SAM is where ICP precision matters most. A vague customer definition produces a SAM number that can't be defended under scrutiny.
SOM — Serviceable Obtainable Market
SOM is what you can realistically capture within your planning horizon given your resources, team, competition, and growth rate. This is the number sophisticated investors care most about — it reflects your actual model, not the theoretical ceiling.
SOM should be built up from your unit economics, not down from TAM. If you can close 5 enterprise deals per month, that's your SOM calculation, not a percentage of TAM.
The Data Sources That Make the Numbers Credible
AI cannot generate credible market size numbers from scratch. It can synthesize and apply data from credible sources. Here's where those sources come from:
Government and public databases
The US Census Bureau, Bureau of Labor Statistics, and NAICS industry data are free and credible. For most B2B categories, the Census Bureau's Economic Census provides revenue and establishment counts by NAICS code. This is your TAM foundation.
Industry associations
Most industries have an association that publishes annual market size reports. These are often free or low-cost and carry significant credibility. Google "[industry] association market size report" or "[industry] trade association research."
Publicly available company reports
Public company 10-Ks, investor presentations, and earnings call transcripts often contain market size statements with citations. If a public company in your category says the market is $X billion, that's a citable source.
Free research summaries
Gartner, Forrester, IDC, and IBISWorld often publish free summaries of their paid reports. The full reports cost thousands of dollars, but the executive summaries frequently contain the headline market size numbers you need.
Academic and nonprofit research
Google Scholar, SSRN, and sector-specific nonprofit research organizations often publish market analyses at no cost.
| TAM/SAM/SOM isn't a slide exercise. It's an argument. Every number needs a source it can point to. |
Where AI Helps — and Where It Will Mislead You
Here's the critical distinction founders need to understand:
AI is useful for: identifying which data sources to check for your category, synthesizing multiple market size estimates into a triangulated number, applying segmentation logic to calculate SAM from TAM data, and stress-testing your methodology by generating counter-arguments.

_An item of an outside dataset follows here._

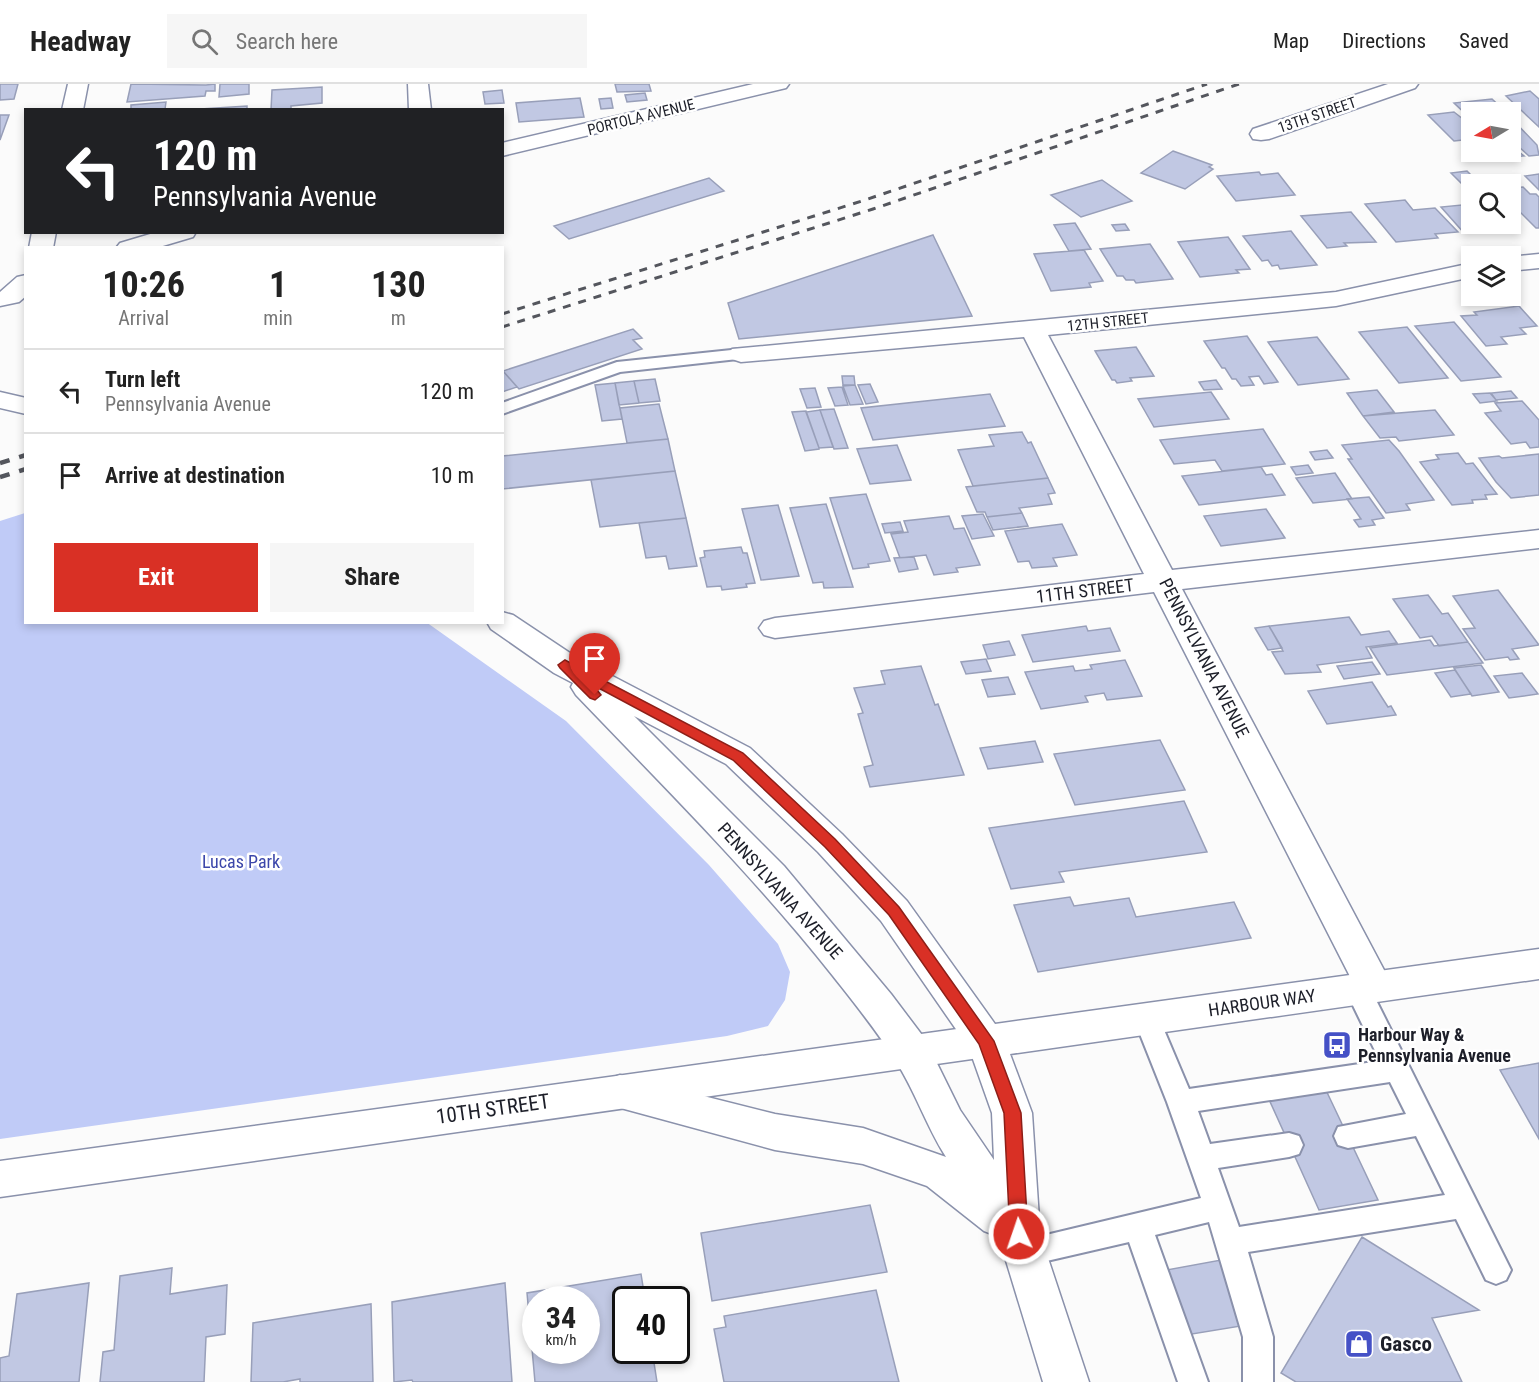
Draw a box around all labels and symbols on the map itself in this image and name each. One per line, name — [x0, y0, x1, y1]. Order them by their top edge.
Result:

AI will mislead you if you: ask it to generate a market size number directly, ask it what a specific market is worth without providing source data, or treat its output as a citable source. AI-generated market size numbers are either confabulated or drawn from training data that may be years out of date. Neither is acceptable in an investor context.
The workflow that works: you find the primary data sources, you feed them to AI, and AI helps you synthesize and apply them.
Step-by-Step: Building the Analysis
Define your ICP precisely. Your SAM calculation is only as good as your customer definition. Write a specific one-paragraph description of your target customer — industry, company size, geography, job role, and situation.
Find your NAICS code. For B2B markets, the Census Bureau uses NAICS industry classification codes. Find the code(s) that most closely match your category and use the Economic Census or County Business Patterns data to get revenue and establishment counts.
Search for industry reports. Google "[category] market size 2025" and "[industry association] annual report." Look for numbers from credible organizations — not blog posts. Collect 3-5 sources with different estimates.
Use AI to triangulate. Feed your sources to AI with this prompt: "Here are [N] market size estimates for [category] from different sources, ranging from $X to $Y. Analyze the methodology differences that might explain the range and suggest a defensible triangulated estimate with reasoning."
Apply segmentation to calculate SAM. Take your TAM and apply your ICP filters. "If the total US HR software market is $X billion and my ICP is US companies with 100-500 employees (which represent approximately Y% of US businesses per Census data), my SAM is approximately $Z."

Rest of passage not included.